Faith Profile: Non-Theistic / Mystical–Individualist
Symbol: A tear-shaped red gemstone or shard of glass
Priestly Vestments: Robes of red and black
Dominant In: Karrnath and the Lhazaar Principalities; congregations in major cosmopolitan centres across Khorvaire
Liturgical Calendar Reckoning: FH (Fall of the House), counting from the destruction of House Vol


"Death is the end. Dolurrh is oblivion. If the Sovereigns exist, they are cruel. Stand with those you care for — all we have is this life and each other." — Core teaching of the Blood of Vol


The Blood of Vol is one of the oldest faiths indigenous to Khorvaire — not imported from Aerenal or Sarlona, but born here, in the hard soil of the eastern coastlands, among people who had been failed by distant institutions and empty promises. Its followers call themselves Seekers of the Divinity Within, and the name is apt: theirs is a faith that looks inward.

The central conviction of every Seeker is simple and unsparing. Death is not a passage. Dolurrh is not a gateway to some mysterious beyond — it is oblivion, a grey nothing where the soul dissolves and is gone. If the Sovereigns exist, they designed this fate and did nothing to prevent it. Against this bleak cosmology, the Blood of Vol offers a defiant answer: every mortal carries within their blood a spark of divine potential. The work of a Seeker's life is to find it, cultivate it, and if the faith's most ambitious hopes are realised, to transcend the death that robs every soul of its chance at divinity.
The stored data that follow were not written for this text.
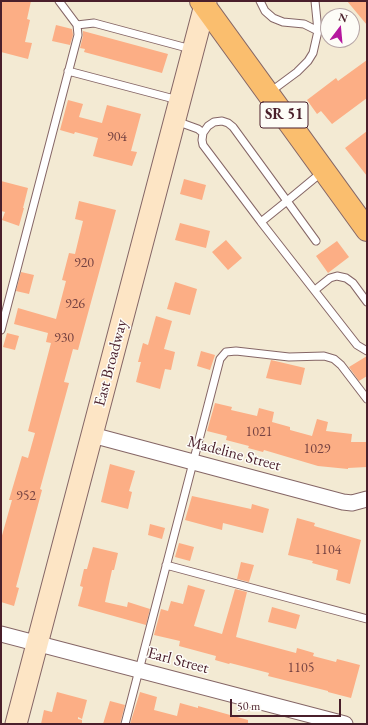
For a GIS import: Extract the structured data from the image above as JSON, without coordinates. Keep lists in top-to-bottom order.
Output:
{
  "streets": {
    "main road": ["SR 51"],
    "street": ["East Broadway", "Madeline Street", "Earl Street"]
  },
  "crossings": [
    ["SR 51", "East Broadway"],
    ["East Broadway", "Madeline Street"],
    ["East Broadway", "Earl Street"]
  ],
  "house_numbers": [
    "904",
    "920",
    "926",
    "930",
    "1021",
    "1029",
    "952",
    "1104",
    "1105"
  ],
  "scale_bar": "50 m",
  "north": "top"
}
This is not a comfortable faith. It does not offer the reassurance of an afterlife. What it offers instead is community, honesty, and the radical insistence that your life — this life, right now — is the only sacred thing you have. To waste it in servitude to indifferent gods is the worst heresy a Seeker can imagine.

The Blood of Vol is a grim faith, but it is not an evil one. The perception that Seekers love death, want to become undead, or serve a lich queen is — for the vast majority of ordinary Seekers — simply false. They hate death. They hate it more than any other faith in Khorvaire. Necromancy exists in Seeker practice precisely because death is the enemy, and the enemies of the enemy become tools.

"Look not to the skies, nor to the depths below, nor even to the distant past or future. Seek the divine within, for the blood is the life, and in its call can be heard the promise of life eternal. One has but to listen." — Creed of the Blood of Vol


Origins

The Blood of Vol takes its name from a noble house — the line of Vol — that was destroyed in a catastrophe so ancient that its details have passed into myth. The faith reckons its liturgical calendar from the year of that destruction, noted as FH (Fall of the House); in 998 YK, the Galifar calendar corresponds to 2398 FH, though most Seekers use this reckoning only within the faith.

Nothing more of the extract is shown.